====== Task input

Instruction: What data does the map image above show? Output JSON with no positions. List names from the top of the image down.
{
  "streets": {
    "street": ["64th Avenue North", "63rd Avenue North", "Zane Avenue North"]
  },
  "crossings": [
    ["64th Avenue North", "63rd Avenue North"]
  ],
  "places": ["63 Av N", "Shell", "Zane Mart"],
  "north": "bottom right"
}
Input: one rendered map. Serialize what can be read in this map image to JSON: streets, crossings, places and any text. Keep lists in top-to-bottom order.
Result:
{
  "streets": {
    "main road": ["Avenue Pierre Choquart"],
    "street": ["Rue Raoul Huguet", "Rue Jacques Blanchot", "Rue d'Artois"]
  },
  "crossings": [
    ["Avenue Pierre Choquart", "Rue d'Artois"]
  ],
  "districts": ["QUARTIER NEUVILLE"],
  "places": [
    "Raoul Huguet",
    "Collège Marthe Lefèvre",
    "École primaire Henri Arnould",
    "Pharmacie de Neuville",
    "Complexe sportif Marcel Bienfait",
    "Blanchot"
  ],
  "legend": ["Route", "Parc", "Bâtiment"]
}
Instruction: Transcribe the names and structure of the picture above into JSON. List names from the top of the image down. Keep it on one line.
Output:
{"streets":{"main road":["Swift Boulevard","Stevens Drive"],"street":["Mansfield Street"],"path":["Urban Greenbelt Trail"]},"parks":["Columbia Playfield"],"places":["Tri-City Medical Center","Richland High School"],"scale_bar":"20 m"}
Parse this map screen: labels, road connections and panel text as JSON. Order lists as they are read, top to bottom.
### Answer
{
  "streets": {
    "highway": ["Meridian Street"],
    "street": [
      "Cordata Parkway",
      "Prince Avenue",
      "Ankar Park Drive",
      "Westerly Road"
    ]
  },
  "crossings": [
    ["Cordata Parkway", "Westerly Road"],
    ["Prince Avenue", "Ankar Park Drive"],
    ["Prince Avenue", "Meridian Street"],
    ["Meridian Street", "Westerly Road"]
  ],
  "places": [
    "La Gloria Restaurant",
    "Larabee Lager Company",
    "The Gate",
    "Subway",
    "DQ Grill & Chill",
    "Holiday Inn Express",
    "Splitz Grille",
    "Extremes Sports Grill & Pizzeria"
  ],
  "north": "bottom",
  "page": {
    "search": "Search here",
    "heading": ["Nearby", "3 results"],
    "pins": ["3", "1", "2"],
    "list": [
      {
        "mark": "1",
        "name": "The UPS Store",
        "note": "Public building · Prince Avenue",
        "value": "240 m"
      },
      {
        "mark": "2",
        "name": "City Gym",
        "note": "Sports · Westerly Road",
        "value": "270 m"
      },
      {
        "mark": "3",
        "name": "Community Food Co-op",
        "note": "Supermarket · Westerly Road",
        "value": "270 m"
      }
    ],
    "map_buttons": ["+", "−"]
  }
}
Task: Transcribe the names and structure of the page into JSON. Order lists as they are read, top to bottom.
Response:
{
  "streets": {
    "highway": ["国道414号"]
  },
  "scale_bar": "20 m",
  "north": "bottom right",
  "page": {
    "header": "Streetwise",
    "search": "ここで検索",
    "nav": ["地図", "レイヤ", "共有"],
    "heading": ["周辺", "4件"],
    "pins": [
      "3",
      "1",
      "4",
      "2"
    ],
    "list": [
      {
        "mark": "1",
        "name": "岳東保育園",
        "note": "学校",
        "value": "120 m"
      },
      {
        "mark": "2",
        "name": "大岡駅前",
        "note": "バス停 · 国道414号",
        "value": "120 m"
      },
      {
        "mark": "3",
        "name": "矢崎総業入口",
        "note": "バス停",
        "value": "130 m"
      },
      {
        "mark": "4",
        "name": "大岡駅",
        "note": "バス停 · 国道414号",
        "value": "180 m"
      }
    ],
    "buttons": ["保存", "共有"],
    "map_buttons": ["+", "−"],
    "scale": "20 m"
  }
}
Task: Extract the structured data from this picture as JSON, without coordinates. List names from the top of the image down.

============

Look through the data above. Find each line with the string "text" and copy it.

- [Solution to the exercise]
Input: one rendered map. Serialize what can be read in this map image to JSON: streets, crossings, places and any text. Keep lists in top-to-bottom order.
Parse this map screen: labels, road connections and panel text as JSON. Order lists as they are read, top to bottom.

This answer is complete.